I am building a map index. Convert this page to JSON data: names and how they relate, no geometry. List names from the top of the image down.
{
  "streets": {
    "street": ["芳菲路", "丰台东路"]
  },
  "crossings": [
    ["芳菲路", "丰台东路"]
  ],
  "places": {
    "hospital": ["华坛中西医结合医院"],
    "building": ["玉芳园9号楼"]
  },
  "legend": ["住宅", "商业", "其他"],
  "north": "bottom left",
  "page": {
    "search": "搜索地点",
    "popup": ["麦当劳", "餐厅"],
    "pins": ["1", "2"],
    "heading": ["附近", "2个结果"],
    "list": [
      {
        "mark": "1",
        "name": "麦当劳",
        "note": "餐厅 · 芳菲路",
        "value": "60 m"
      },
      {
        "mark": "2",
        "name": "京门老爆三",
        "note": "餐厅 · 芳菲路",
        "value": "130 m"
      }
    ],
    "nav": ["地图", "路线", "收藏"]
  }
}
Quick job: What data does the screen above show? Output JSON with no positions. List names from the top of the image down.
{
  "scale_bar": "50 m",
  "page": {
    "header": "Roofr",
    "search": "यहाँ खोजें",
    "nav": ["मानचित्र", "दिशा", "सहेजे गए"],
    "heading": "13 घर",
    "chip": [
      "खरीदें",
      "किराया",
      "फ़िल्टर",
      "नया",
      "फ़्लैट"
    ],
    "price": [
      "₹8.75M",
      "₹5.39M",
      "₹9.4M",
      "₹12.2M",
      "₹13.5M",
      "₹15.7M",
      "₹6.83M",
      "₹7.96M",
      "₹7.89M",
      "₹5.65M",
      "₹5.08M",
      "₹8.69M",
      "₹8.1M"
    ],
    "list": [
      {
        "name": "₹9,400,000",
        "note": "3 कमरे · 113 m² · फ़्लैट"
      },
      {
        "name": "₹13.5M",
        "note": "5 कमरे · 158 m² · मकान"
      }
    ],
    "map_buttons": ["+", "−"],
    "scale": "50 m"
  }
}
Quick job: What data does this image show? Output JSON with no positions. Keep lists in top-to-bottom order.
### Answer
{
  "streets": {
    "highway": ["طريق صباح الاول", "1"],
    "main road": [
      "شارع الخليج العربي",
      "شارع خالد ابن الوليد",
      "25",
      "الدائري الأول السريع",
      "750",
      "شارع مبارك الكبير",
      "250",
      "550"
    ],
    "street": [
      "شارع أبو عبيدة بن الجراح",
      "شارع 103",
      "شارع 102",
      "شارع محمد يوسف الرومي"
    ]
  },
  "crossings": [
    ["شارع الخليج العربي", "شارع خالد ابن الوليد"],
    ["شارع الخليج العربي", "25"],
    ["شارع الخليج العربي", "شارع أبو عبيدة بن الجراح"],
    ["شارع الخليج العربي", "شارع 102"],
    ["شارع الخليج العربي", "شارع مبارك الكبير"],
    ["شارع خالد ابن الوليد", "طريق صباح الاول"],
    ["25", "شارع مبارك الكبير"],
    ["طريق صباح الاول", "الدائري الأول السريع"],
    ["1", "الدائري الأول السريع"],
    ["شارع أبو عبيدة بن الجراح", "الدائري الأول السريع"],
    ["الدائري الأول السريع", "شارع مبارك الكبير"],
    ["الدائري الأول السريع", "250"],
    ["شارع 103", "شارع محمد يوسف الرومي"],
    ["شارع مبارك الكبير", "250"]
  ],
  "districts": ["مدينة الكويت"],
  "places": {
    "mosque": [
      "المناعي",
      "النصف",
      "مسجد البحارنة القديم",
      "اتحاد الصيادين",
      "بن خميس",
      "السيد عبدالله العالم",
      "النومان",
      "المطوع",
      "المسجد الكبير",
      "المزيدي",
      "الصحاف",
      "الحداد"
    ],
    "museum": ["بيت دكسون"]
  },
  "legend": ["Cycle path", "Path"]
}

* [Problem statement] What are the lines above, starting at the one with "Quick job: What data does the" and ending at the one with "Quick job: What data does this"? Give them again exactly, and only them.

* [Solution to this problem]
Quick job: What data does the screen above show? Output JSON with no positions. List names from the top of the image down.
{
  "scale_bar": "50 m",
  "page": {
    "header": "Roofr",
    "search": "यहाँ खोजें",
    "nav": ["मानचित्र", "दिशा", "सहेजे गए"],
    "heading": "13 घर",
    "chip": [
      "खरीदें",
      "किराया",
      "फ़िल्टर",
      "नया",
      "फ़्लैट"
    ],
    "price": [
      "₹8.75M",
      "₹5.39M",
      "₹9.4M",
      "₹12.2M",
      "₹13.5M",
      "₹15.7M",
      "₹6.83M",
      "₹7.96M",
      "₹7.89M",
      "₹5.65M",
      "₹5.08M",
      "₹8.69M",
      "₹8.1M"
    ],
    "list": [
      {
        "name": "₹9,400,000",
        "note": "3 कमरे · 113 m² · फ़्लैट"
      },
      {
        "name": "₹13.5M",
        "note": "5 कमरे · 158 m² · मकान"
      }
    ],
    "map_buttons": ["+", "−"],
    "scale": "50 m"
  }
}
Quick job: What data does this image show? Output JSON with no positions. Keep lists in top-to-bottom order.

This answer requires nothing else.